START Exercise materials

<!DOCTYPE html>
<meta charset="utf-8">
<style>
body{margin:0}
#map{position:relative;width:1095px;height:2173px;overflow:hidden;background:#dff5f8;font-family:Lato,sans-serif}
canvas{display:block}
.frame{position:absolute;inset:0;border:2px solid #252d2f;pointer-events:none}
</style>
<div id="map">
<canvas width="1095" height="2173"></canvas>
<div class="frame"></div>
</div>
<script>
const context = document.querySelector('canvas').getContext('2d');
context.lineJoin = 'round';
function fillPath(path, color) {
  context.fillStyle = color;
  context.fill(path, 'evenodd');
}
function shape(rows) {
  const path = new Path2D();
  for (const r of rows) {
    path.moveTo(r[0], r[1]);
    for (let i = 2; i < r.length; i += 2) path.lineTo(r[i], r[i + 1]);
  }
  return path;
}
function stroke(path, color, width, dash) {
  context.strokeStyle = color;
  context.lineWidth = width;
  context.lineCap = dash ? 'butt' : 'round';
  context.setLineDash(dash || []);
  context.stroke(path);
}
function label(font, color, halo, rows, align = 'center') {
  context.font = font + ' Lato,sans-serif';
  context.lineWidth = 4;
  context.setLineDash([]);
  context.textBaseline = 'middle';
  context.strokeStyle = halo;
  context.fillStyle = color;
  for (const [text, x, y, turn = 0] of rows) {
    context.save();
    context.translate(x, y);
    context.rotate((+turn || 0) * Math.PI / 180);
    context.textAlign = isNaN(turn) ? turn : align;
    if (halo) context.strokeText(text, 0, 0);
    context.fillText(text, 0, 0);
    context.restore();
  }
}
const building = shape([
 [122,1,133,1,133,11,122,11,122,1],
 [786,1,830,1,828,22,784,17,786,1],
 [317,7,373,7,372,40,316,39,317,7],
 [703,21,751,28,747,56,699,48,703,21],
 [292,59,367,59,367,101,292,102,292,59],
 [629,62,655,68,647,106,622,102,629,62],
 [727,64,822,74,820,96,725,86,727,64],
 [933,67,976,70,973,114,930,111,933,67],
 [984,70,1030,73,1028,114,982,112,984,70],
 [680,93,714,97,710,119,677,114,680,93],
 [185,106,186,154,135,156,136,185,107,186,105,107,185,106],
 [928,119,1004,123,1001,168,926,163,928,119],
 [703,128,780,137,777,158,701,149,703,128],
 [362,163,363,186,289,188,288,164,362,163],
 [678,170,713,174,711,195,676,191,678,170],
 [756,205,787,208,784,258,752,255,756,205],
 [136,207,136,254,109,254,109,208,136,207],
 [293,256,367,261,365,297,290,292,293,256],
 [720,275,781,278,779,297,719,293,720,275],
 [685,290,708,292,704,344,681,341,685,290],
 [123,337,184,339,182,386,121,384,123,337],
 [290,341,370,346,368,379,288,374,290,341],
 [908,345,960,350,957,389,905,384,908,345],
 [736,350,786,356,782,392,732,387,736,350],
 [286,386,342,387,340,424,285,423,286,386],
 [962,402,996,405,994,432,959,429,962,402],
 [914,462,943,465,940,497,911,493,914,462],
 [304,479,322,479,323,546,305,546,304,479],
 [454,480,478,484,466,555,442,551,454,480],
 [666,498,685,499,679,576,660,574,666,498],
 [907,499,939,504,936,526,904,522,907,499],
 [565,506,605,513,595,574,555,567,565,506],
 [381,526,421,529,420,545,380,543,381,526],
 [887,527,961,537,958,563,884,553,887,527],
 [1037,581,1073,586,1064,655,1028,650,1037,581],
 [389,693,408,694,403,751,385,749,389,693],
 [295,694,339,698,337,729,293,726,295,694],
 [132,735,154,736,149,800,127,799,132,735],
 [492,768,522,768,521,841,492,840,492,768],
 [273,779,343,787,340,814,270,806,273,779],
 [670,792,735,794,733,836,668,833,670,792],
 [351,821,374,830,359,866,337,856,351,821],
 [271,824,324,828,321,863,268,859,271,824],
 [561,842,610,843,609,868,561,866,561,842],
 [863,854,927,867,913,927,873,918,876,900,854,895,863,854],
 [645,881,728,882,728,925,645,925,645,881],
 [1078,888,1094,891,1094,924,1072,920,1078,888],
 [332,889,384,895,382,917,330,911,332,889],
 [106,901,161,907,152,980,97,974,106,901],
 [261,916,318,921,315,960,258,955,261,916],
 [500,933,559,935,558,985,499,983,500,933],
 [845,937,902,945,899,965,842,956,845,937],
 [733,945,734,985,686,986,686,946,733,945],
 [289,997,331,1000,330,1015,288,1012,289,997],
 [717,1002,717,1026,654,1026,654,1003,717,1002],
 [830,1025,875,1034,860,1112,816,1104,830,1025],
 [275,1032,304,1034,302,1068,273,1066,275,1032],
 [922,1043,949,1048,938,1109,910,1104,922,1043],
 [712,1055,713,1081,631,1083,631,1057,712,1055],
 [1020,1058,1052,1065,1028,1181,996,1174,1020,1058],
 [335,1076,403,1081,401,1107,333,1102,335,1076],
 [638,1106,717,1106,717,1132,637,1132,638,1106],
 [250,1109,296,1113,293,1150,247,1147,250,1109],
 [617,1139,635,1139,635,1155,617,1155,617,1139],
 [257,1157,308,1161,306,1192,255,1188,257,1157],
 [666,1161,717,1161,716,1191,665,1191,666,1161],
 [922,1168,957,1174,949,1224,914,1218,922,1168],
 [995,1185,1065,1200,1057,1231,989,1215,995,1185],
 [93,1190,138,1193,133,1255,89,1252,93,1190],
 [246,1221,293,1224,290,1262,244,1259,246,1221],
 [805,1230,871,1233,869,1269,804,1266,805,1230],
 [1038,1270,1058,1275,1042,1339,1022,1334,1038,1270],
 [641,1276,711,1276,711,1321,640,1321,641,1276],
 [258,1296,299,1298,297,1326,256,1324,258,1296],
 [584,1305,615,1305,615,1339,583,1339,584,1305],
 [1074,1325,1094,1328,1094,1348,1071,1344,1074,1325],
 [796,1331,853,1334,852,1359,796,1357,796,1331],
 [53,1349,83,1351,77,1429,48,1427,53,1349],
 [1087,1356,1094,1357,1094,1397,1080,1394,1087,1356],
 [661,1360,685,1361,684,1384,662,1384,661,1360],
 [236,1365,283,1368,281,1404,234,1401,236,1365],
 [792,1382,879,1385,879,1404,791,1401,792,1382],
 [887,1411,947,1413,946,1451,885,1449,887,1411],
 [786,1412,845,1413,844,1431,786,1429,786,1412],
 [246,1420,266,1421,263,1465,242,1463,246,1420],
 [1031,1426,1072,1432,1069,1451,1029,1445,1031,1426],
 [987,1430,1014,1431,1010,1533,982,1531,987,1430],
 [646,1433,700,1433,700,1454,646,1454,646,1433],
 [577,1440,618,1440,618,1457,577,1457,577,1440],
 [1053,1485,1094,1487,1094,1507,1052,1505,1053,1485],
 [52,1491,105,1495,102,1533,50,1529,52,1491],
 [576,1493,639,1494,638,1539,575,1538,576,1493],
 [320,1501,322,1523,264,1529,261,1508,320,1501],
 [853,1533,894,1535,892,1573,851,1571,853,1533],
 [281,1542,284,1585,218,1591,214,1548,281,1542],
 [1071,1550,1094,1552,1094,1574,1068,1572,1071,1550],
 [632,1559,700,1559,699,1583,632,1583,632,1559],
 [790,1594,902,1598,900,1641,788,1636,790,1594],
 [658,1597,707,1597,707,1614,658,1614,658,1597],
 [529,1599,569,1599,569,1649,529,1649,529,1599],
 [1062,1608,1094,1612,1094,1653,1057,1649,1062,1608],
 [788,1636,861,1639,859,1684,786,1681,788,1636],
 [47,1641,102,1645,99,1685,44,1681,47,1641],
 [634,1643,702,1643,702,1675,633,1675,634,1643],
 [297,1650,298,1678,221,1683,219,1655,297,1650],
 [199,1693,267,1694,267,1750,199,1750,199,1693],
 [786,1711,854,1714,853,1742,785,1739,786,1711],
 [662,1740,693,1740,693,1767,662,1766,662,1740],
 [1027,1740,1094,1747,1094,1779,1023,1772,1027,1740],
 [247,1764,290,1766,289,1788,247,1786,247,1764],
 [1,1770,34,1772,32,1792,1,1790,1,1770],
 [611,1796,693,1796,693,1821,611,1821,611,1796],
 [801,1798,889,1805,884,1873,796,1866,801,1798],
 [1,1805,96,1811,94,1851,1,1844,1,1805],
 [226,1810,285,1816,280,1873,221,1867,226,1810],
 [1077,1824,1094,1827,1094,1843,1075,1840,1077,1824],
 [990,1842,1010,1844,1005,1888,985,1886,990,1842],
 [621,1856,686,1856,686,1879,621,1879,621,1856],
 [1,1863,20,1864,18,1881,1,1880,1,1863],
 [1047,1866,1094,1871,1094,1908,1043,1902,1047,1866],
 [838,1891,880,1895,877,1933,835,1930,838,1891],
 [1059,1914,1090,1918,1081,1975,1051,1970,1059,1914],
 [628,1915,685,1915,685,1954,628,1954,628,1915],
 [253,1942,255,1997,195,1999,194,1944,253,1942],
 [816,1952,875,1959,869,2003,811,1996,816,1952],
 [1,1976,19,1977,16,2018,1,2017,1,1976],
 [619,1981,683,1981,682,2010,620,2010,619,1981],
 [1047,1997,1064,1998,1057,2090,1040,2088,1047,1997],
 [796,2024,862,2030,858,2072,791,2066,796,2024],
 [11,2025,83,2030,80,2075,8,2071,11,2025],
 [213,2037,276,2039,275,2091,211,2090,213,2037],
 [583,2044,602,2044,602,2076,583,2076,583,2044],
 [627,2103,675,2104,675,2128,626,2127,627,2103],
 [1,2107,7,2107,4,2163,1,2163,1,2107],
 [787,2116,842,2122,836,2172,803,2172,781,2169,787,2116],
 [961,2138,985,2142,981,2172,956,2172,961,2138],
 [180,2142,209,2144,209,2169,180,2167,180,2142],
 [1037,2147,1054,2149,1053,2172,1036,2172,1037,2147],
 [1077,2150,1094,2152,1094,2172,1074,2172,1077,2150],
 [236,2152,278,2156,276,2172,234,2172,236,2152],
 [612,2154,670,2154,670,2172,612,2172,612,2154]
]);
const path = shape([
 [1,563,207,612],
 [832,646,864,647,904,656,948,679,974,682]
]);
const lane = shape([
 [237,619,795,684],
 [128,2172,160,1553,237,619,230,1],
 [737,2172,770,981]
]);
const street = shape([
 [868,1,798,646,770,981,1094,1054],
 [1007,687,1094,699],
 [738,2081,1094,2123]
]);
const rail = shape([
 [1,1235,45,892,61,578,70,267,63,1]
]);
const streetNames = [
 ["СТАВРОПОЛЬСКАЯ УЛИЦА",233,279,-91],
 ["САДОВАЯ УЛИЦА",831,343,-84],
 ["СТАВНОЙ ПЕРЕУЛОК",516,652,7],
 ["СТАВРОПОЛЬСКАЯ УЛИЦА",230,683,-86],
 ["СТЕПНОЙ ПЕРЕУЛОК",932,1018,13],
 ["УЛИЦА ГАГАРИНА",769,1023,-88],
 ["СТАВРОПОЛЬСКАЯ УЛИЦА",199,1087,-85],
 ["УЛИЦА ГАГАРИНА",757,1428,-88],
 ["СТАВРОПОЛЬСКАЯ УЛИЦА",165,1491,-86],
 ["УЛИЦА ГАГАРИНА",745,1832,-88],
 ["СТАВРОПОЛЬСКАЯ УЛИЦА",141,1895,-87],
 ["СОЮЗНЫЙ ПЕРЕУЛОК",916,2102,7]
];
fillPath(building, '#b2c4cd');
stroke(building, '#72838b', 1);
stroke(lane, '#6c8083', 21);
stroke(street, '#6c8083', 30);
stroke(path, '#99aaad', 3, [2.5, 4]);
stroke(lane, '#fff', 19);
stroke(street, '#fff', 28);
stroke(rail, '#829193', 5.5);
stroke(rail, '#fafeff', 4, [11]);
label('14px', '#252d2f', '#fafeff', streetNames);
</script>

END Exercise materials

## [What is being asked]
Wherever the word "function" occurs in the data, copy that whole line.

## [Expected output]
function fillPath(path, color) {
function shape(rows) {
function stroke(path, color, width, dash) {
function label(font, color, halo, rows, align = 'center') {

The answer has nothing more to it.